External fertilisation involves the male and female releasing their gametes (sperm and eggs) into the surrounding water where fertilisation occurs.

Species Example: Tuna (A bony fish)

• Strategy: Mass spawning (releasing millions of gametes simultaneously).
• Advantages:
  1. High Numbers: Produces a vast number of offspring, ensuring some survive the high rate of predation.
  2. Wide Dispersal: Gametes and resulting larvae are spread widely by currents.
• Disadvantages:
  1. Waste: Most gametes are lost, eaten, or fail to fertilise.
  2. Environmental Dependency: Requires precise timing and ideal water conditions (temperature, salinity).
  3. Low Offspring Investment: Zero parental care beyond gamete release.

2. Internal Fertilisation (Sharks and Whales Examples)

Internal fertilisation occurs inside the body of the female.
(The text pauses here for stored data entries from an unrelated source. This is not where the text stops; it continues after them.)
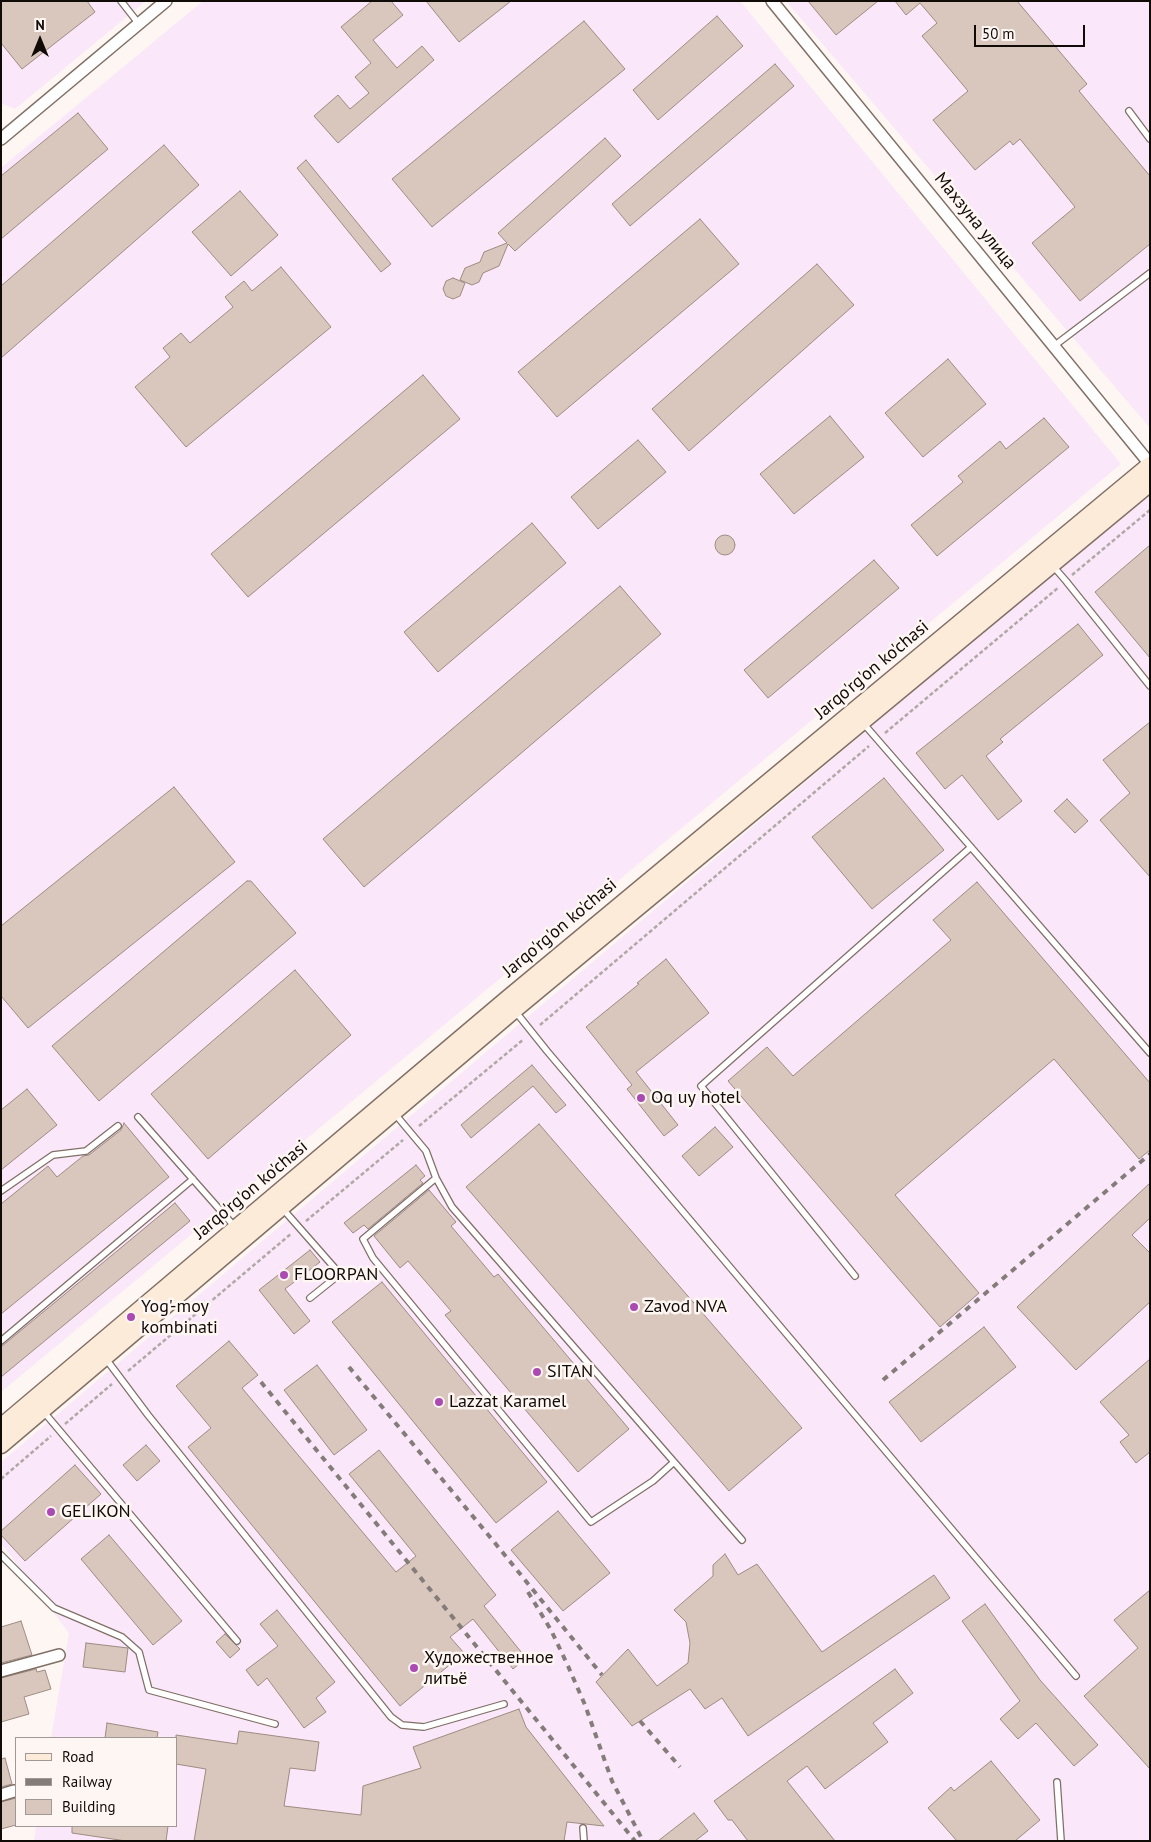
<!DOCTYPE html>
<html>
<head>
<meta charset="utf-8">
<style>
	body { margin:0 }
	#map { position:relative; width:1151px; height:1842px; overflow:hidden; background:#fef6f2; font-family:"PT Sans",sans-serif }
	canvas { display:block }
	.frame { position:absolute; inset:0; border:2px solid #110b08; pointer-events:none }
	.legend { position:absolute; left:15px; top:1737px; width:162px; height:90px; box-sizing:border-box; background:#fef6f2; border:1px solid #9f9894; margin:0; padding:6px 9px; list-style:none; font-size:15px; color:#110b08 }
	.legend li { display:flex; align-items:center; gap:10px; height:25px }
	.legend b { width:25px; border:1px solid #9f9894 }
	.north { position:absolute; left:15px; top:15px; width:50px; height:50px; -webkit-text-stroke:4px #fef6f2; paint-order:stroke; rotate:0deg; font-size:14px; font-weight:700; line-height:20px; text-align:center; color:#110b08 }
	.north::after { content:''; display:block; margin:auto; width:18px; height:22px; background:#110b08; clip-path:polygon(50% 0,100% 100%,50% 72%,0 100%) }
	.scale { position:absolute; left:974px; top:25px; width:111px; height:22px; box-sizing:border-box; border:2px solid #110b08; border-top:0; padding-left:6px; font-size:15px; line-height:18px; white-space:nowrap; color:#110b08; -webkit-text-stroke:4px #fef6f2; paint-order:stroke }
</style>
</head>
<body>
<div id="map">
<canvas width="1151" height="1842"></canvas>
<div class="frame"></div>
<ul class="legend">
<li><b style="height:6px;background:#fdebda"></b>Road</li>
<li><b style="height:6px;background:#837c79"></b>Railway</li>
<li><b style="height:14px;background:#d9c6bc"></b>Building</li>
</ul>
<div class="north">N</div>
<div class="scale">50 m</div>
</div>
<script>
const context = document.querySelector('canvas').getContext('2d');
context.lineJoin = 'round';
function fill(path, color) {
  context.fillStyle = color;
  context.fill(path, 'evenodd');
}
function poly(rows) {
  const path = new Path2D();
  for (const r of rows) {
    if (r.length === 3) {
      path.moveTo(r[0] + r[2], r[1]);
      path.arc(r[0], r[1], r[2], 0, 2 * Math.PI);
      continue;
    }
    path.moveTo(r[0], r[1]);
    for (let i = 2; i < r.length; i += 2) path.lineTo(r[i], r[i + 1]);
  }
  return path;
}
function strokePath(path, color, width, dash) {
  context.strokeStyle = color;
  context.lineWidth = width;
  context.lineCap = dash ? 'butt' : 'round';
  context.setLineDash(dash || []);
  context.stroke(path);
}
function write(font, color, halo, rows, align = 'center') {
  context.font = font + ' "PT Sans",sans-serif';
  context.lineWidth = 5;
  context.setLineDash([]);
  context.textBaseline = 'middle';
  context.strokeStyle = halo;
  context.fillStyle = color;
  for (const [text, x, y, turn = 0] of rows) {
    context.save();
    context.translate(x, y);
    context.rotate((+turn || 0) * Math.PI / 180);
    context.textAlign = isNaN(turn) ? turn : align;
    if (halo) context.strokeText(text, 0, 0);
    context.fillText(text, 0, 0);
    context.restore();
  }
}
fill(poly([
	[1,1,146,1,15,109,1,103],
	[203,1,740,1,1121,464,1,1392,1,168],
	[786,1,1150,1,1150,428],
	[1150,491,1150,1841,34,1841,36,1826,176,1826,176,1738,51,1738,69,1633,1,1543,1,1462]
]), '#fae7f9');
const building = poly([
	[1,1,87,1,95,12,22,69,1,43,1,1],
	[372,1,391,1,403,15,373,40,397,68,422,46,434,60,338,143,314,116,338,95,350,109,369,93,355,77,371,63,341,27,372,1],
	[426,1,511,1,459,42,426,1],
	[808,1,878,1,836,35,808,1],
	[895,1,1017,1,1087,84,1079,91,1150,176,1150,244,1080,301,1032,243,1075,207,1020,139,1013,145,1010,141,975,170,933,120,968,91,922,36,937,23,920,3,906,15,895,1],
	[717,16,743,46,658,120,633,90,717,16],
	[584,21,625,69,432,227,392,179,584,21],
	[775,64,794,86,630,226,612,204,775,64],
	[78,113,108,149,1,239,1,176,78,113],
	[605,138,621,156,515,251,508,244,499,266,483,273,479,282,472,285,460,280,465,268,480,262,484,252,507,243,498,233,605,138],
	[164,145,199,185,1,358,1,286,164,145],
	[306,160,391,264,381,272,297,168,306,160],
	[240,191,278,235,231,276,192,232,240,191],
	[700,219,739,264,557,417,518,372,700,219],
	[817,264,854,305,689,451,652,409,817,264],
	[281,267,331,327,186,447,135,387,170,357,163,348,181,333,190,343,233,307,225,297,244,281,252,291,281,267],
	[453,278,465,283,460,296,453,299,446,296,443,289,446,281,453,278],
	[948,359,986,404,923,457,885,413,948,359],
	[423,375,460,419,248,597,211,554,423,375],
	[830,416,864,457,794,514,760,474,830,416],
	[1044,418,1069,447,937,556,911,525,963,482,958,476,1000,441,1006,449,1044,418],
	[638,440,666,472,598,529,571,497,638,440],
	[532,523,566,563,438,672,404,632,532,523],
	[725,545,10],
	[1150,545,1150,658,1095,592,1150,545],
	[874,560,899,588,768,698,744,670,874,560],
	[620,586,661,634,364,887,323,839,620,586],
	[1078,624,1103,655,1000,739,1003,742,986,756,1022,801,998,820,962,775,945,789,916,753,1078,624],
	[1150,722,1150,877,1100,820,1130,793,1103,760,1150,722],
	[884,778,944,850,872,909,812,837,884,778],
	[174,787,235,862,28,1028,1,996,1,926,174,787],
	[1067,799,1088,821,1075,833,1054,811,1067,799],
	[247,881,251,881,296,933,99,1101,52,1046,247,881],
	[977,882,1150,1083,1150,1150,1139,1159,1054,1059,895,1195,979,1293,940,1327,728,1081,767,1047,793,1076,951,940,933,920,977,882],
	[666,959,709,1013,636,1072,678,1125,664,1136,627,1089,632,1085,586,1027,639,984,637,983,666,959],
	[295,970,351,1035,208,1159,151,1094,295,970],
	[532,1065,566,1105,556,1113,533,1086,471,1138,461,1125,532,1065],
	[27,1089,57,1125,1,1170,1,1110,27,1089],
	[124,1123,169,1177,1,1314,1,1204,48,1166,57,1177,83,1156,89,1155,121,1130,124,1123],
	[539,1124,802,1428,729,1491,466,1187,539,1124],
	[715,1127,733,1147,699,1176,682,1156,715,1127],
	[416,1165,425,1176,420,1180,423,1183,368,1229,364,1225,353,1233,344,1223,416,1165],
	[1150,1183,1150,1218,1132,1235,1150,1253,1150,1302,1076,1370,1017,1307,1150,1183],
	[429,1190,456,1222,451,1226,494,1277,498,1274,629,1429,578,1472,445,1315,451,1311,408,1261,400,1268,374,1236,429,1190],
	[175,1203,190,1221,1,1377,1,1347,175,1203],
	[310,1250,320,1262,285,1289,310,1321,294,1334,259,1290,310,1250],
	[382,1282,547,1482,496,1523,332,1322,382,1282],
	[984,1327,1016,1367,921,1442,889,1402,984,1327],
	[229,1341,258,1375,242,1388,396,1572,416,1556,349,1474,379,1450,496,1595,484,1606,526,1658,513,1669,473,1619,450,1637,464,1653,400,1706,188,1447,211,1428,176,1386,229,1341],
	[1150,1359,1150,1452,1136,1463,1120,1442,1129,1435,1100,1402,1150,1359],
	[317,1365,367,1430,334,1455,284,1390,317,1365],
	[146,1445,160,1461,137,1481,123,1465,146,1445],
	[75,1465,101,1494,25,1561,1,1535,1,1531,75,1465],
	[558,1511,610,1573,563,1611,511,1550,558,1511],
	[109,1535,182,1621,153,1645,81,1559,109,1535],
	[725,1554,738,1575,757,1564,822,1652,934,1575,950,1598,748,1736,722,1698,705,1709,690,1689,632,1726,596,1682,628,1649,657,1686,688,1663,690,1643,686,1622,674,1610,713,1576,713,1565,725,1554],
	[1150,1590,1150,1769,1084,1696,1138,1648,1114,1620,1150,1590],
	[985,1604,1040,1680,1098,1745,1074,1766,1036,1723,1018,1739,1000,1719,1020,1701,962,1621,985,1604],
	[277,1610,335,1682,316,1698,326,1712,304,1728,267,1678,258,1686,246,1670,278,1646,260,1624,277,1610],
	[21,1621,32,1655,1,1663,1,1627,21,1621],
	[225,1634,240,1649,230,1658,216,1642,225,1634],
	[86,1643,128,1648,125,1672,83,1667,86,1643],
	[36,1669,37,1672,45,1670,51,1689,24,1697,29,1714,1,1722,1,1678,36,1669],
	[895,1669,913,1693,873,1723,888,1742,825,1789,807,1766,787,1781,835,1841,748,1841,732,1820,728,1820,714,1801,895,1669],
	[519,1709,526,1727,604,1826,567,1822,564,1841,194,1841,206,1769,176,1764,176,1735,237,1744,239,1731,319,1742,315,1771,290,1768,284,1806,361,1815,363,1786,421,1768,413,1747,519,1709],
	[107,1723,158,1732,157,1738,105,1738,107,1723],
	[5,1758,12,1784,1,1787,1,1759,5,1758],
	[991,1761,1040,1820,1015,1841,957,1841,928,1808,951,1787,954,1791,991,1761],
	[16,1798,16,1825,1,1829,1,1802,16,1798],
	[694,1813,708,1831,695,1841,658,1841,694,1813],
	[72,1826,168,1826,166,1841,126,1841,72,1833,72,1826]
]);
fill(building, '#d9c6bc');
strokePath(building, '#9e8c83', 1);
const service = poly([
	[121,1,139,24],
	[1129,111,1150,139],
	[1054,346,1150,273],
	[1053,566,1066,581,1150,686],
	[863,723,1150,1053],
	[515,1011,547,1051,1076,1676],
	[395,1114,426,1151,436,1178,452,1207,742,1540],
	[138,1117,235,1227],
	[436,1178,363,1239,373,1258,591,1522,653,1481,674,1462],
	[1,1191,53,1155,86,1151,118,1126],
	[282,1208,340,1274,310,1298],
	[855,1276,701,1086,971,847],
	[1,1341,193,1179],
	[106,1359,148,1415,391,1717,402,1725,424,1727,504,1704],
	[43,1411,237,1641],
	[1,1555,54,1608,122,1637,139,1652,149,1690,275,1724],
	[1057,1782,1061,1841],
	[583,1828,584,1841]
]);
const minor = poly([
	[772,1,1150,464],
	[1,139,166,1],
	[1,1671,59,1655],
	[1,1795,14,1791]
]);
const secondary = poly([
	[1,1427,506,1000,1150,465],
	[1,1445,514,1010,1150,483]
]);
strokePath(service, '#806f65', 8);
strokePath(minor, '#806f65', 14);
strokePath(secondary, '#806f65', 19);
strokePath(poly([
	[1072,575,1150,510],
	[885,733,1059,587],
	[540,1025,869,746],
	[419,1126,524,1039],
	[306,1221,403,1140],
	[128,1371,292,1233],
	[65,1424,112,1384],
	[1,1479,51,1436]
]), '#afa8a4', 2.5, [4, 2.5]);
strokePath(service, '#fff', 5.5);
strokePath(minor, '#fff', 11);
strokePath(secondary, '#fdebda', 16);
strokePath(poly([
	[349,1367,495,1543,602,1675],
	[883,1380,1150,1154],
	[261,1382,635,1841],
	[528,1592,551,1630,568,1666,585,1705,612,1781,643,1841],
	[640,1721,680,1767]
]), '#837c79', 4, [6, 6]);
for (const [x, y, r, color] of [
	[641,1098,5,"#aa4ab2"],
	[284,1275,5,"#aa4ab2"],
	[634,1307,5,"#aa4ab2"],
	[131,1317,5,"#aa4ab2"],
	[537,1372,5,"#aa4ab2"],
	[439,1402,5,"#aa4ab2"],
	[51,1512,5,"#aa4ab2"],
	[414,1668,5,"#aa4ab2"]
]) {
  const dot = new Path2D();
  dot.arc(x, y, r, 0, 2 * Math.PI);
  context.fillStyle = color;
  context.fill(dot);
  strokePath(dot, '#fef6f2', 2);
}
write('18px', '#110b08', '#fef6f2', [
	["Махзуна улица",975,221,51],
	["Jarqo'rg'on ko'chasi",872,670,-40],
	["Jarqo'rg'on ko'chasi",560,928,-40],
	["Jarqo'rg'on ko'chasi",251,1190,-40]
]);
write('18px', '#110b08', '#fef6f2', [
	["Oq uy hotel",651,1098],
	["FLOORPAN",294,1275],
	["Yog'-moy",141,1307],
	["kombinati",141,1328],
	["Zavod NVA",644,1307],
	["SITAN",547,1372],
	["Lazzat Karamel",449,1402],
	["GELIKON",61,1512],
	["Художественное",424,1658],
	["литьё",424,1679]
], 'left');
</script>
</body>
</html>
This is typical of marine mammals and cartilaginous fish.

Species Example 1: Sharks (Cartilaginous fish)

• Strategy: Internal fertilisation, usually producing fewer, larger young.
• Advantages:
  1. High Fertilisation Success: Gametes are protected, increasing the chance of fertilisation.
  2. Increased Survival: Young are often born or hatched at a larger, more developed stage.
• Disadvantages:
  1. Fewer Offspring: Due to the higher energy cost per individual.
  2. Energy Cost to Mother: Requires significant energy investment during gestation.

Species Example 2: Whales (Marine Mammals)
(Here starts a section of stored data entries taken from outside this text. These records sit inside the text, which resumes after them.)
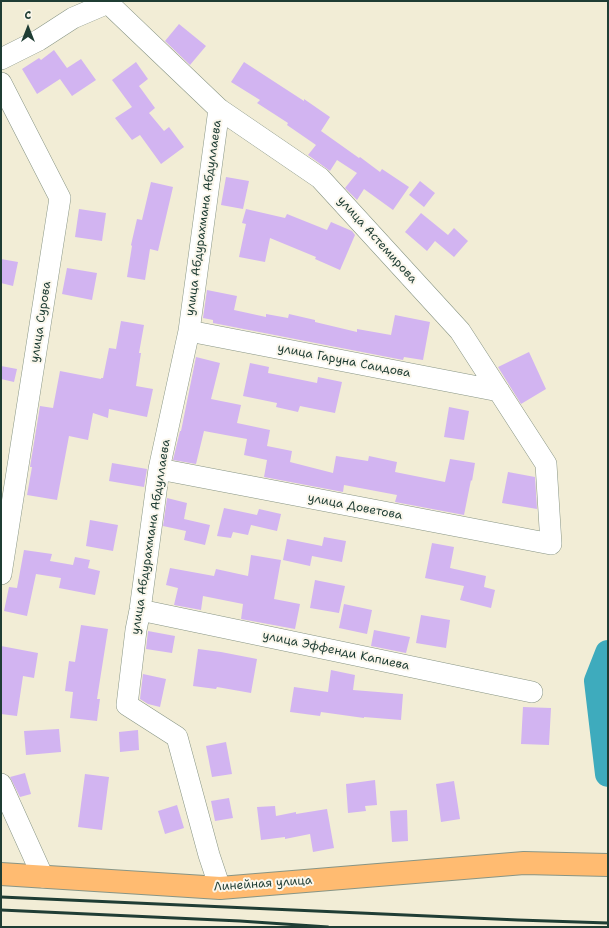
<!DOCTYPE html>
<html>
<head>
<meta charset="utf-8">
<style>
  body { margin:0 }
  #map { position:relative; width:609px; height:928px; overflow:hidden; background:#f2edd6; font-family:"Shantell Sans",sans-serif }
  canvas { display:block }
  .frame { position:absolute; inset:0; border:2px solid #1f3d34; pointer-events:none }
  .north { position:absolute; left:8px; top:8px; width:40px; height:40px; -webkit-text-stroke:3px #fbf7ec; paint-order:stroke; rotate:0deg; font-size:11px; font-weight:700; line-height:16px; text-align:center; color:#1f3d34 }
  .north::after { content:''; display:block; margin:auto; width:14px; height:18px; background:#1f3d34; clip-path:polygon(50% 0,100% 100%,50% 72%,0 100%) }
</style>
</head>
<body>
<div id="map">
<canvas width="609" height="928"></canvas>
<div class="frame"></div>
<div class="north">С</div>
</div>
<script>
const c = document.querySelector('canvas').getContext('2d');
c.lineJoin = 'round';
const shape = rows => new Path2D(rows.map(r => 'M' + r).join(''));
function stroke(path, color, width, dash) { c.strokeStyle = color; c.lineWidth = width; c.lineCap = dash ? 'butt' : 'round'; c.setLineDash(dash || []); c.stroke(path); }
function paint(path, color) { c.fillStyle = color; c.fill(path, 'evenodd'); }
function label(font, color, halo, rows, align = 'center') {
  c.font = font + ' "Shantell Sans",sans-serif'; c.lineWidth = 4; c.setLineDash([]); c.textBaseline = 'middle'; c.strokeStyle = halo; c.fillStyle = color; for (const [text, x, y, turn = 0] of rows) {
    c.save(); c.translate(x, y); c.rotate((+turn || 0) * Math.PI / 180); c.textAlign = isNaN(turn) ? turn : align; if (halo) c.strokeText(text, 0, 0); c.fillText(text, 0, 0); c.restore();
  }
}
stroke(shape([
  [608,653,597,681,608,774]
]), '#3eabbd', 26);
paint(shape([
  [179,24,206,46,190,65,165,41],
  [54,50,67,68,81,59,96,80,72,96,60,79,37,94,22,69,39,58,41,60],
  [136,62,148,79,139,86,155,108,149,113,164,131,169,127,184,147,161,164,140,135,132,140,115,118,132,107,112,80],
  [244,62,304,101,304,99,330,117,321,131,359,158,360,157,380,172,382,169,409,187,393,210,364,189,357,200,345,188,357,173,337,160,330,171,308,155,316,145,287,125,288,123,257,103,260,100,231,82],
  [226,177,249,181,243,209,221,205],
  [420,181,435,193,424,207,409,195],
  [151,182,173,187,158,251,150,249,145,280,127,277,132,246,131,245,137,219,142,220],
  [79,209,106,213,102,241,75,237],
  [246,209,285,218,287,214,327,230,331,222,352,231,355,235,340,270,315,259,316,257,270,238,265,262,239,257,246,224,242,223],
  [421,213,448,235,454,228,468,241,454,257,435,241,427,251,405,232],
  [1,259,18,262,13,286,1,283],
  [67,268,97,273,92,300,62,294],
  [207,290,237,296,234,310,266,317,266,314,288,318,289,314,315,320,315,322,357,332,357,329,391,335,395,315,430,322,423,360,404,357,403,360,213,323,213,320,203,318],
  [121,321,144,325,139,353,141,353,136,386,153,389,147,417,109,409,108,418,93,413,88,440,69,436,57,500,27,495,32,467,30,467,40,406,53,408,60,371,101,379,101,378,103,378,109,348,116,349],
  [529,352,546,389,521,404,498,367],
  [196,357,220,363,211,399,241,405,237,423,270,430,267,446,292,451,290,462,333,473,336,456,368,461,369,456,397,462,395,472,445,482,450,459,475,463,472,481,471,480,464,515,395,502,397,495,344,485,343,492,264,477,267,460,244,455,247,439,204,431,196,464,173,460,180,431,181,431],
  [250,363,269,367,268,373,317,383,318,377,342,382,335,413,300,406,298,412,276,407,277,403,243,396],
  [1,366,17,369,14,382,1,379],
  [449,407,469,411,464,440,444,437],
  [112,463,147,469,144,487,109,481],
  [508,472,535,477,537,509,502,503],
  [167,498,187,503,184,519,210,525,205,545,184,540,186,531,163,526],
  [224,508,257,515,259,509,281,514,277,531,251,525,248,535,233,532,231,538,217,536],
  [90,520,118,525,113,551,86,546],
  [324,537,346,541,342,562,312,556,310,566,283,560,287,539,322,546],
  [432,543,454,547,450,568,486,576,484,587,495,590,491,608,460,600,464,586,425,578],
  [24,550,52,554,50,561,73,565,75,557,90,560,88,568,100,571,95,595,59,588,61,578,36,574,27,616,4,611,9,587,17,588],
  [251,555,281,560,274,599,300,604,295,629,241,619,243,604,203,596,201,610,174,605,178,588,166,585,170,568,214,576,216,569,248,576],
  [315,580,345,586,339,613,310,608],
  [344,604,372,610,367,634,339,628],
  [421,615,450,620,446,648,416,643],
  [81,625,108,629,97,699,100,699,97,721,70,718,73,692,65,691,69,661,75,662],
  [374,630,410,637,406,653,371,646],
  [148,631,175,636,172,653,146,649],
  [1,646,38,653,34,678,23,676,17,716,1,714],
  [198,649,221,652,257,659,251,693,217,687,216,689,193,686],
  [331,670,355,675,353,690,403,694,401,720,364,717,364,718,321,712,320,716,290,712,294,687,328,692],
  [143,674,166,679,160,707,148,704,140,699],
  [523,707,551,708,549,745,521,744],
  [59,729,61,752,26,755,24,731],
  [138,730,139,750,120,752,119,732],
  [226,742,232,774,212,777,206,746],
  [25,773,31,794,20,797,10,777],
  [85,774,109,777,102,830,78,827],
  [375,780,377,805,365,806,366,811,348,813,346,784],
  [454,781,460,819,441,822,436,784],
  [229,798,233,818,215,821,211,801],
  [177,805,184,828,165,834,158,811],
  [275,806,276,816,296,812,296,814,327,809,334,848,313,852,310,834,285,839,285,837,261,840,257,807],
  [407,810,408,841,392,842,390,811]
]), '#d2b4f1');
const minor = shape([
  [1,59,39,40,73,18,108,3,219,109,320,178,460,331,546,464,551,544,159,469],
  [1,83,60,198,1,574],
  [219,109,189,331,159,469,140,610,136,630,127,705,177,737,209,855,220,888],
  [189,331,499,391],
  [140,610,532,692],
  [1,784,43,877]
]);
const major = shape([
  [1,874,220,888,524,863,608,865]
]);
stroke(minor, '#889585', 22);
stroke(major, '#889585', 24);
stroke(minor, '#fff', 21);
stroke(major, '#ffbb71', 22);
stroke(shape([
  [1,897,518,920,608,923],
  [1,910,240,921,328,927]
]), '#1f3d34', 3);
label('12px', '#1f3d34', '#fbf7ec', [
  ["улица Абдурахмана Абдуллаева",204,218,-82],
  ["улица Астемирова",377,240,48],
  ["улица Сурова",41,322,-81],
  ["улица Гаруна Саидова",344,361,11],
  ["улица Доветова",355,507,11],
  ["улица Абдурахмана Абдуллаева",151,537,-81],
  ["улица Эффенди Капиева",336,651,12],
  ["Линейная улица",263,884,-4]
]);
</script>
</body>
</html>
Whales exhibit the highest investment in offspring care.

• Strategy: Internal fertilisation, extended gestation, and extensive maternal care.
• Advantages:
  1. Very High Survival Rate: Young are protected and nurtured, leading to a much higher chance of reaching adulthood.
  2. Maternal Training: Young learn complex behaviours and migration routes from the mother.
• Disadvantages:
  1. Extremely Low Fecundity: Whales produce only one calf every few years.
  2. Long Generation Time: Slow population recovery if stocks are depleted (a critical issue for fisheries management).

⚠ Fisheries Relevance: Offspring Investment

The level of parental investment directly impacts how vulnerable a species is to overfishing:

• Species with low investment (like tuna, high fecundity) can recover quickly, but require strict management during spawning seasons.
• Species with high investment (like whales and sharks, low fecundity) take decades to recover from population crashes, making sustainable exploitation incredibly challenging.